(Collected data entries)
BEGIN

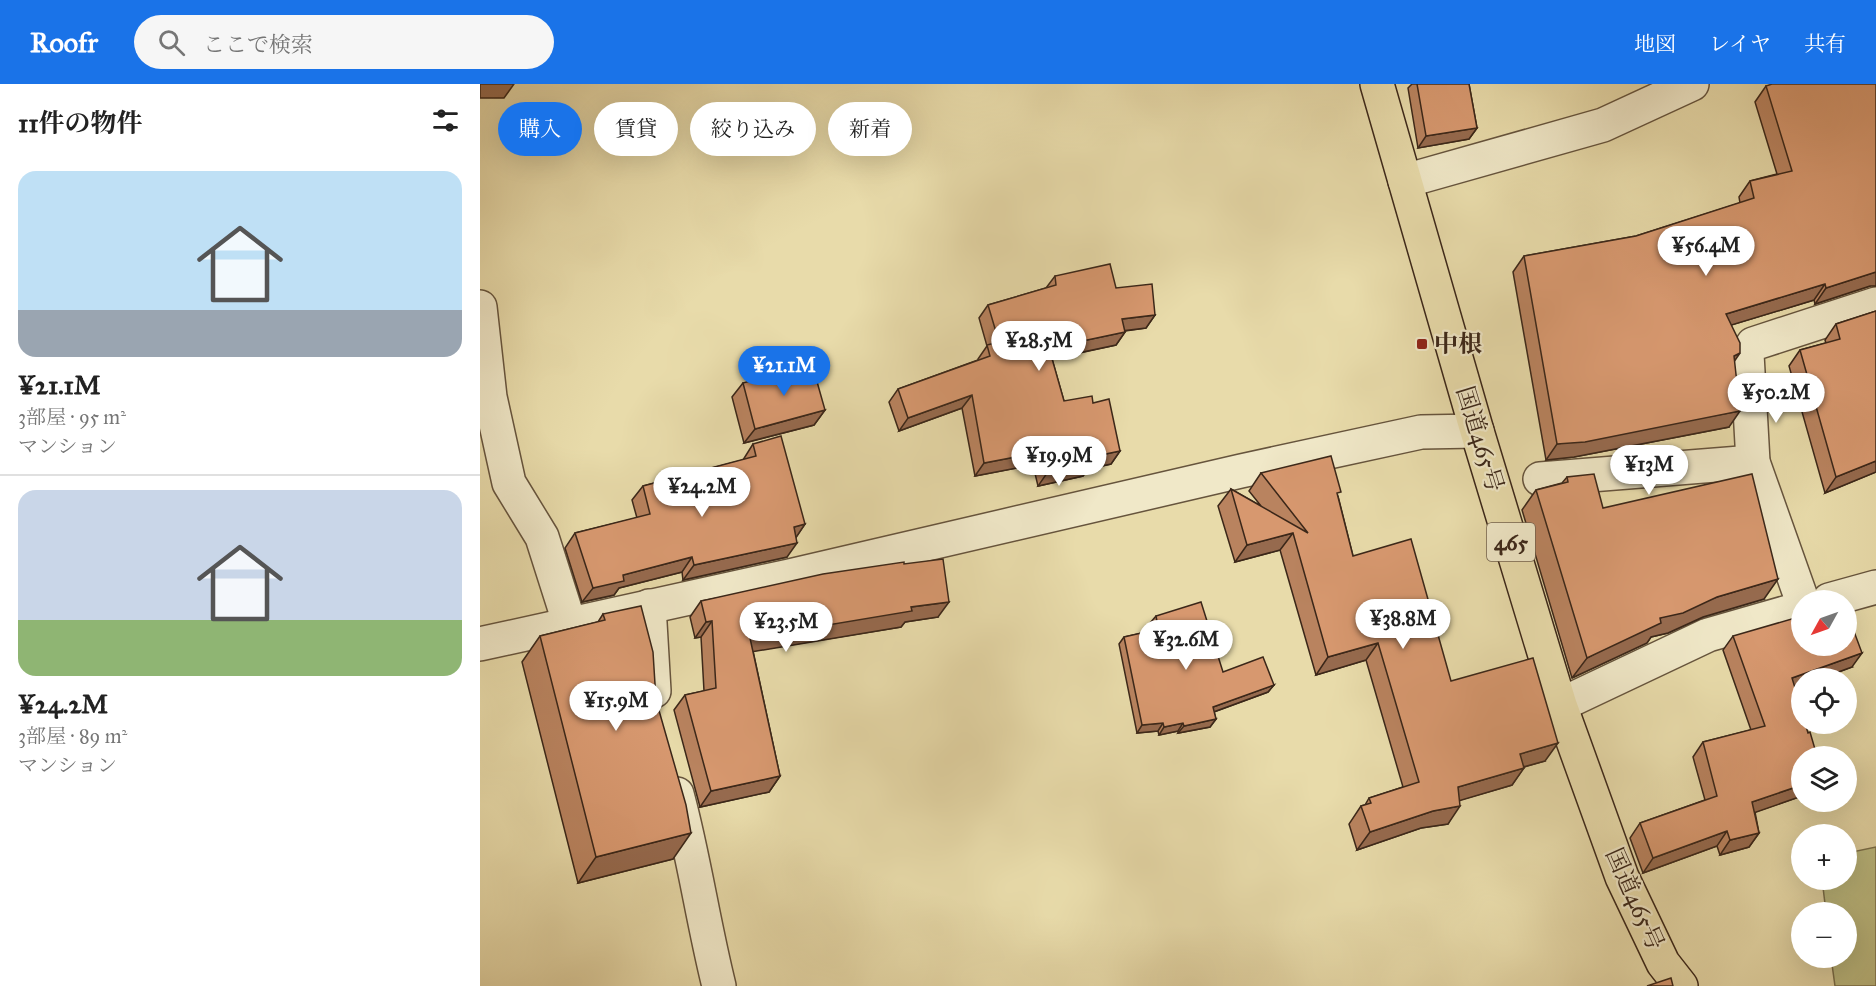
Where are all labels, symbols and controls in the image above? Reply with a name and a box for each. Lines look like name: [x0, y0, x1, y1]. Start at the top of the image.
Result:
search box: [134, 15, 554, 69]
text: Roofr: [30, 25, 98, 60]
icon: search: [155, 26, 188, 59]
text: ここで検索: [203, 31, 313, 58]
text: 地図: [1634, 31, 1676, 57]
text: レイヤ: [1709, 31, 1771, 57]
text: 共有: [1804, 31, 1846, 57]
chip: 購入: [498, 102, 582, 156]
chip: 賃貸: [594, 102, 678, 156]
chip: 絞り込み: [690, 102, 816, 156]
chip: 新着: [828, 102, 912, 156]
icon: filters: [429, 104, 462, 137]
text: 11件の物件: [18, 107, 143, 139]
icon: home: [186, 210, 294, 318]
pin: ¥56.4M: [1657, 226, 1755, 277]
text: ¥56.4M: [1672, 233, 1740, 257]
pin: ¥28.5M: [990, 321, 1088, 372]
text: ¥28.5M: [1005, 328, 1073, 352]
place label: 中根: [1434, 329, 1482, 359]
marker: 中根: [1415, 337, 1429, 351]
pin: ¥21.1M: [735, 346, 833, 397]
text: ¥21.1M: [752, 353, 816, 377]
text: ¥21.1M: [18, 369, 101, 401]
pin: ¥50.2M: [1727, 373, 1825, 424]
text: ¥50.2M: [1742, 380, 1810, 404]
street label: 国道465号: [1450, 383, 1510, 495]
text: 3部屋 · 95 m²: [18, 405, 126, 429]
text: マンション: [18, 434, 117, 458]
pin: ¥19.9M: [1010, 436, 1108, 487]
text: ¥19.9M: [1025, 443, 1093, 467]
pin: ¥13M: [1613, 445, 1685, 496]
text: ¥13M: [1624, 452, 1674, 476]
pin: ¥24.2M: [653, 467, 751, 518]
text: ¥24.2M: [667, 474, 737, 498]
road number: 465: [1487, 523, 1535, 561]
icon: home: [186, 529, 294, 637]
north arrow: [1791, 590, 1857, 656]
map controls: [1791, 590, 1857, 968]
pin: ¥38.8M: [1354, 599, 1452, 650]
pin: ¥23.5M: [737, 602, 835, 653]
text: ¥38.8M: [1369, 606, 1437, 630]
text: ¥23.5M: [754, 609, 818, 633]
pin: ¥32.6M: [1137, 620, 1235, 671]
text: ¥32.6M: [1153, 627, 1219, 651]
button: locate: [1791, 668, 1857, 734]
pin: ¥15.9M: [567, 681, 665, 732]
text: ¥24.2M: [18, 688, 108, 720]
text: ¥15.9M: [583, 688, 649, 712]
text: 3部屋 · 89 m²: [18, 724, 127, 748]
button: layers: [1791, 746, 1857, 812]
text: マンション: [18, 753, 117, 777]
button: +: [1791, 824, 1857, 890]
street label: 国道465号: [1599, 843, 1671, 955]
button: −: [1791, 902, 1857, 968]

END

**TASK STATEMENT**: The expected answer is each line of the records above that includes the string "street".

**ANSWER TO THIS EXERCISE**:
street label: 国道465号: [1450, 383, 1510, 495]
street label: 国道465号: [1599, 843, 1671, 955]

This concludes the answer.